Exercise inputs Start Marker

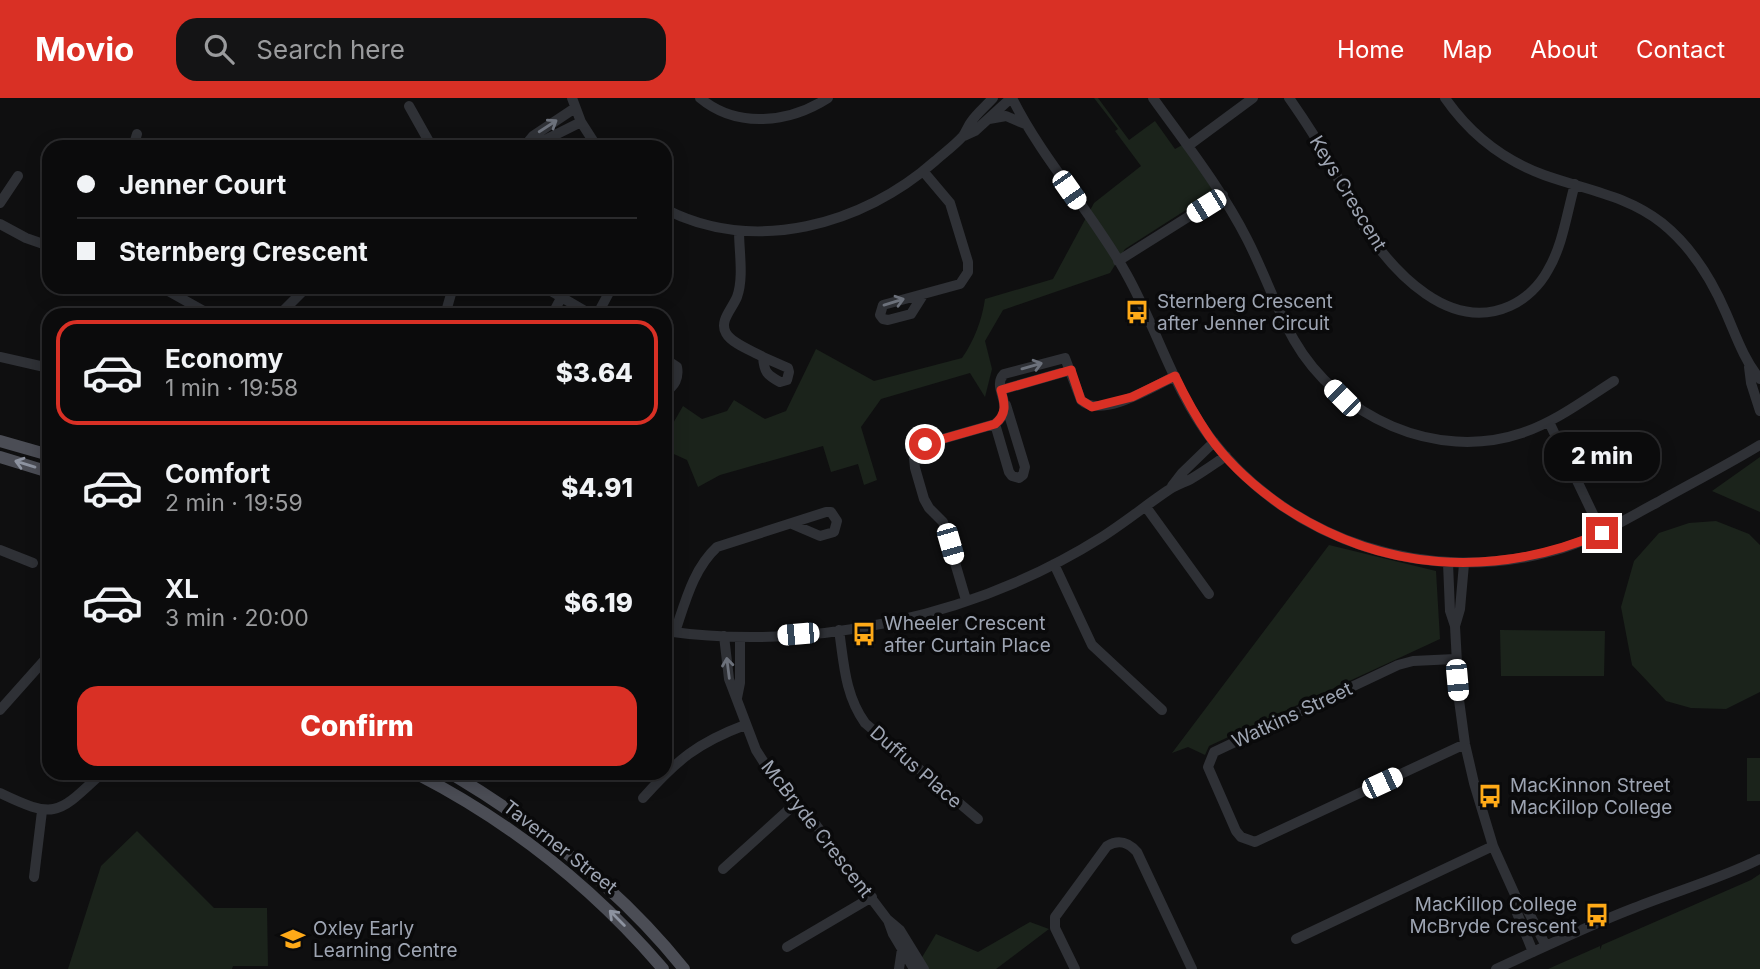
<!DOCTYPE html>
<meta charset="utf-8">
<style>
:root{--surface:#0b0b0c;--page:#141415;--text:#f1f3f6;--muted:#9a9b9d;--line:#2b2b2d;--accent:#d93025}
body{margin:0;font-family:Inter,sans-serif;background:var(--page);color:var(--text);height:100vh;display:flex;flex-direction:column;font-size:26px;white-space:nowrap}
*{box-sizing:border-box;margin:0}
p{font-size:23px;color:var(--muted)}
.icon{flex:none;width:38px;height:38px;fill:none;stroke:currentColor;stroke-width:2;stroke-linecap:round;stroke-linejoin:round}
.map{position:relative;flex:1;overflow:hidden}
.drawer{position:absolute;left:42px;top:210px;width:630px;height:472px;display:flex;flex-direction:column;background:var(--surface);border-radius:21px;box-shadow:0 4px 18px #0003,0 0 0 2px var(--line)}
.drawer>*{flex:none}
.hud{position:absolute;left:42px;top:42px;width:630px;height:154px;border-radius:21px;box-shadow:0 4px 18px #0003,0 0 0 2px var(--line);display:grid;align-content:center;height:154px;padding:0 35px;background:var(--surface)}
.end{position:absolute;width:32px;height:32px;margin:-16px;border:9px solid #d93025;background:#fff;box-shadow:0 0 0 4px #fff}
.from{border-radius:50%}
.bubble{position:absolute;height:49px;border-radius:21px;background:var(--surface);box-shadow:0 4px 18px #0003,0 0 0 2px var(--line);font-size:23px;font-weight:800;line-height:49px;text-align:center}
.car{position:absolute;width:21px;height:42px;margin:-21px -10px;border-radius:9px;box-shadow:0 0 5px 2px #0007;background:linear-gradient(#fff 24%,#345 0 40%,#fff 0 76%,#345 0 86%,#fff 0)}
.hud b{display:flex;align-items:center;gap:24px;height:66px;font-size:26px}
.hud b+b{border-top:2px solid var(--line)}
.hud i{width:18px;height:18px;background:var(--text)}
ul{padding:12px 0 0;list-style:none}
li{display:flex;align-items:center;gap:21px;height:105px;margin:0 14px 10px;padding:0 21px;border:4px solid transparent;border-radius:21px}
li div{flex:1}
li b{display:block;font-size:26px}
li em{font-style:normal;font-weight:800}
li.on{border-color:var(--accent)}
li>.icon{width:63px;height:63px;stroke-width:1.5}
.primary-button{display:flex;gap:14px;margin-top:auto;padding:14px 35px}
.primary-button a{flex:1;height:80px;border-radius:21px;background:var(--accent);color:#fff;font-size:28px;font-weight:800;line-height:80px;text-align:center}
header{display:flex;align-items:center;gap:42px;box-sizing:border-box;height:98px;padding:0 35px;background:var(--accent);color:#fff}
header strong{font-size:33px}
nav{display:flex;gap:38px;margin-inline-start:auto;font-size:24px}
.search{width:490px;height:63px;background:var(--page);display:flex;align-items:center;gap:18px;box-sizing:border-box;padding:0 24px;border-radius:21px;color:var(--muted);font-size:26px}
.map>svg:first-child{display:block}
</style>
<header>
<strong>Movio</strong>
<div class="search"><svg class="icon" aria-label="search" viewBox="0 0 24 24"><circle cx="10" cy="10" r="6"/><path d="M15 15l6 6"/></svg>Search here</div>
<nav><a>Home</a><a>Map</a><a>About</a><a>Contact</a></nav>
</header>
<div class="map">
<svg width="1760" height="871" viewBox="0 0 1760 871">
<rect width="100%" height="100%" fill="#0f0f10"/>
<path fill="#1b231b" d="M1094,0H1098L1129,42L1155,23L1175,51L1184,46L1214,94L1125,151L1110,175L1003,212L985,243L992,271L985,299L970,275L881,301L861,329L877,382L864,387L858,366L831,374L823,348L720,377L698,389L687,362L665,352V334H668L683,308L702,321L727,313L734,302L765,321L786,313L816,251L874,283L962,260C974,243 982,222 985,201L1053,181L1094,105L1141,68L1115,33L1118,31Z
M1760,359V414L1712,393Z
M1716,423L1749,436L1760,447V594L1726,611L1691,610L1666,603L1632,567L1621,509L1634,463L1659,435L1689,425Z
M1329,447L1436,473L1440,541L1209,648L1205,657L1188,649L1172,655Z
M1500,532L1605,533L1604,578H1501Z
M1747,660H1760V703H1747Z
M137,733L214,810H267L268,868H233L232,871H68L101,768Z
M1760,776V871H1548L1600,848V852L1602,847L1751,782Z
M1030,824L1049,831L996,871H915L936,836L978,854Z"/>
<g fill="none" stroke-linecap="round" stroke-linejoin="round">
<path stroke="#2f3136" stroke-width="10" d="M572,0L581,24L597,49
M700,0C737,31 789,25 828,0
M1012,0C1044,64 1093,115 1127,177C1157,231 1174,293 1212,342C1292,445 1429,487 1553,453C1591,443 1624,422 1658,404C1692,385 1727,367 1760,347
M1153,0C1186,46 1221,90 1247,141C1264,174 1276,210 1294,242C1338,319 1436,364 1522,335C1555,324 1584,302 1614,283
M1289,0C1303,20 1317,41 1329,63C1341,85 1351,108 1364,129C1394,175 1450,235 1510,208C1526,201 1540,187 1548,172C1563,147 1567,114 1575,86
M1445,0C1470,36 1503,62 1544,77C1586,92 1626,97 1662,125C1692,149 1711,180 1726,215C1736,238 1744,262 1760,281
M409,8L432,49
M989,21L1006,18L1025,26
M964,38L975,33L1011,0
M1188,48L1253,0
M133,49L137,36
M524,49L533,38L575,10
M531,49L581,24
M923,73L950,105L968,164V174L960,186L883,207L880,217L883,221L888,222L911,216L923,197
M0,105L18,78
M665,111C754,157 863,127 935,63C944,55 955,47 963,38C966,34 968,28 971,24C977,15 986,8 993,0
M0,126L26,140L49,148
M739,133C739,153 744,180 737,199C732,211 719,223 726,235C732,246 753,253 763,259C764,274 767,277 780,284L787,282L789,274L788,270L763,259
M1118,163L1223,97
M161,189L211,217
M544,189L592,217
M181,198L186,189
M279,217L307,189
M445,217L453,189
M552,217L561,200
M597,217L612,189
M0,259L49,270
M665,261L677,269C679,279 675,289 665,293
M1749,269L1751,285L1760,313
M1001,292L1071,272
M1549,324L1602,435
M995,326L1009,374L1012,378L1019,380L1023,377L1025,369L1006,307
M1172,388L1182,375L1214,344
M1146,409L1209,496
M0,452L33,465
M1448,465L1450,513L1455,528L1459,602L1465,646L1474,685L1493,748L1516,799L1517,815L1533,854
M1054,466L1092,547L1162,612
M966,502L943,424L929,410L924,401L915,370L914,360L919,351L925,346L995,326C1018,308 990,291 1004,276L1065,260L1081,302C1101,321 1153,289 1175,278
M1455,528L1460,511L1464,466
M839,532C844,566 845,597 865,625L978,721
M665,533C814,554 975,519 1102,439C1124,425 1145,408 1167,393C1174,388 1183,385 1191,381C1203,374 1214,366 1226,358
M675,534C685,505 693,471 717,449L826,414H831L837,423L834,434L820,438L792,426
M724,538L729,581L756,652L777,685L816,727L887,821L900,832L924,871
M1455,561L1413,563L1398,567L1214,654L1208,669L1236,733L1241,739L1255,744L1465,646
M737,600L740,585V539
M0,612L49,557
M0,695C56,722 58,716 101,676
M643,700C677,662 697,645 745,627
M723,771L796,705
M34,779L42,713
M1516,799L1526,809L1546,848
M888,822L893,836L914,871
M1296,841L1493,748
M787,849L872,799
M899,871L902,851
M1075,871L1055,830V819L1107,748C1119,741 1128,744 1137,754L1192,871
M1496,871C1542,850 1587,828 1634,810C1676,793 1720,781 1760,761"/>
<path stroke="#4b4d55" stroke-width="12" d="M0,343L49,357
M0,359L49,374
M417,676C512,725 594,790 663,871
M452,676C539,728 620,791 684,871"/>
</g>
<defs><path id="oneway-shaft" d="M-6 0H5M1.5-3L5.5 0L1.5 3" fill="none" stroke-width="1.6" stroke-linecap="round" stroke-linejoin="round" transform="scale(1.75)"/></defs>
<g stroke="#6c717b">
<use href="#oneway-shaft" transform="translate(548 28) rotate(-33)"/>
<use href="#oneway-shaft" transform="translate(894 204) rotate(-17)"/>
<use href="#oneway-shaft" transform="translate(1032 268) rotate(-16)"/>
<use href="#oneway-shaft" transform="translate(728 570) rotate(-97)"/>
</g>
<g stroke="#8d93a0">
<use href="#oneway-shaft" transform="translate(25 366) rotate(-163)"/>
<use href="#oneway-shaft" transform="translate(617 820) rotate(-135)"/>
</g>
<g fill="none" stroke-linecap="round" stroke-linejoin="round">
<path stroke="#d93025" stroke-width="9" d="M925,346L995,326C1007,316 1005,306 1001,292L1071,272L1081,302L1092,309L1132,299L1175,278C1185,299 1196,319 1209,338C1228,365 1255,389 1282,408C1381,474 1493,481 1602,435"/>
</g>
<defs>
<g id="bus-bare" transform="scale(1.89)"><path d="M-5-6H5V4H4V6H2V4H-2V6H-4V4H-5ZM-3.5-4V0h7V-4ZM-3.5 1.2v1.5H-2V1.2ZM2 1.2v1.5H3.5V1.2Z" fill="#ffaa18" stroke="#0a0a0b" stroke-width="2.5" paint-order="stroke"/></g>
<g id="school-bare" transform="scale(1.89)"><path d="M0-5L7-2L0 1L-7-2ZM-4 1L0 2.5L4 1V4Q0 6-4 4Z" fill="#ffaa18" stroke="#0a0a0b" stroke-width="2.5" paint-order="stroke"/></g>
</defs>
<g fill-rule="evenodd">
<use href="#bus-bare" x="1137" y="214"/>
<use href="#bus-bare" x="864" y="536"/>
<use href="#bus-bare" x="1490" y="698"/>
<use href="#bus-bare" x="1597" y="817"/>
<use href="#school-bare" x="293" y="841"/>
</g>
<g text-anchor="middle" dominant-baseline="central" stroke-width="7" stroke-linejoin="round" paint-order="stroke">
<g font-size="19" fill="#9ea5b3" stroke="#0a0a0b">
<text transform="translate(1348 95) rotate(59)">Keys Crescent</text>
<text transform="translate(1292 617) rotate(-25)">Watkins Street</text>
<text transform="translate(916 669) rotate(41)">Duffus Place</text>
<text transform="translate(817 731) rotate(52)">McBryde Crescent</text>
<text transform="translate(560 749) rotate(38)">Taverner Street</text>
</g>
<g font-size="19" fill="#9ea5b3" stroke="#0a0a0b" text-anchor="start">
<text x="1157" y="203">Sternberg Crescent<tspan x="1157" dy="22">after Jenner Circuit</tspan></text>
<text x="884" y="525">Wheeler Crescent<tspan x="884" dy="22">after Curtain Place</tspan></text>
<text x="1510" y="687">MacKinnon Street<tspan x="1510" dy="22">MacKillop College</tspan></text>
<text x="1577" y="806" text-anchor="end">MacKillop College<tspan x="1577" dy="22">McBryde Crescent</tspan></text>
<text x="313" y="830">Oxley Early<tspan x="313" dy="22">Learning Centre</tspan></text>
</g>
</g>
</svg>
<i class="end from" style="left:925px;top:346px"></i>
<i class="end" style="left:1602px;top:435px"></i>
<div class="bubble" style="left:1544px;top:334px;width:116px">2 min</div>
<i class="car" style="left:1069px;top:92px;rotate:145deg"></i>
<i class="car" style="left:1206px;top:108px;rotate:238deg"></i>
<i class="car" style="left:1342px;top:300px;rotate:315deg"></i>
<i class="car" style="left:950px;top:446px;rotate:164deg"></i>
<i class="car" style="left:798px;top:536px;rotate:265deg"></i>
<i class="car" style="left:1457px;top:582px;rotate:175deg"></i>
<i class="car" style="left:1382px;top:685px;rotate:65deg"></i>
<div class="hud">
<b><i class="from"></i>Jenner Court</b>
<b><i></i>Sternberg Crescent</b>
</div>
<section class="drawer">
<ul>
<li class="on"><svg class="icon" aria-label="car" viewBox="0 0 24 24"><path d="M5 17H2v-5l4-1 3-4h7l3 4 3 1v5h-3M9 17h6M6 11h13"/><circle cx="7" cy="17" r="2"/><circle cx="17" cy="17" r="2"/></svg><div><b>Economy</b><p>1 min · 19:58</p></div><em>$3.64</em></li>
<li><svg class="icon" aria-label="car" viewBox="0 0 24 24"><path d="M5 17H2v-5l4-1 3-4h7l3 4 3 1v5h-3M9 17h6M6 11h13"/><circle cx="7" cy="17" r="2"/><circle cx="17" cy="17" r="2"/></svg><div><b>Comfort</b><p>2 min · 19:59</p></div><em>$4.91</em></li>
<li><svg class="icon" aria-label="car" viewBox="0 0 24 24"><path d="M5 17H2v-5l4-1 3-4h7l3 4 3 1v5h-3M9 17h6M6 11h13"/><circle cx="7" cy="17" r="2"/><circle cx="17" cy="17" r="2"/></svg><div><b>XL</b><p>3 min · 20:00</p></div><em>$6.19</em></li>
</ul>
<div class="primary-button"><a>Confirm</a></div>
</section>
</div>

Exercise inputs End Marker

Task directions: Beginning with the line that has "M700,0C737,31 789,25 828,0" and ending with the line that has "M989,21L1006,18L1025,26", set down the lines above exactly and include no others.

Output of the task:
M700,0C737,31 789,25 828,0
M1012,0C1044,64 1093,115 1127,177C1157,231 1174,293 1212,342C1292,445 1429,487 1553,453C1591,443 1624,422 1658,404C1692,385 1727,367 1760,347
M1153,0C1186,46 1221,90 1247,141C1264,174 1276,210 1294,242C1338,319 1436,364 1522,335C1555,324 1584,302 1614,283
M1289,0C1303,20 1317,41 1329,63C1341,85 1351,108 1364,129C1394,175 1450,235 1510,208C1526,201 1540,187 1548,172C1563,147 1567,114 1575,86
M1445,0C1470,36 1503,62 1544,77C1586,92 1626,97 1662,125C1692,149 1711,180 1726,215C1736,238 1744,262 1760,281
M409,8L432,49
M989,21L1006,18L1025,26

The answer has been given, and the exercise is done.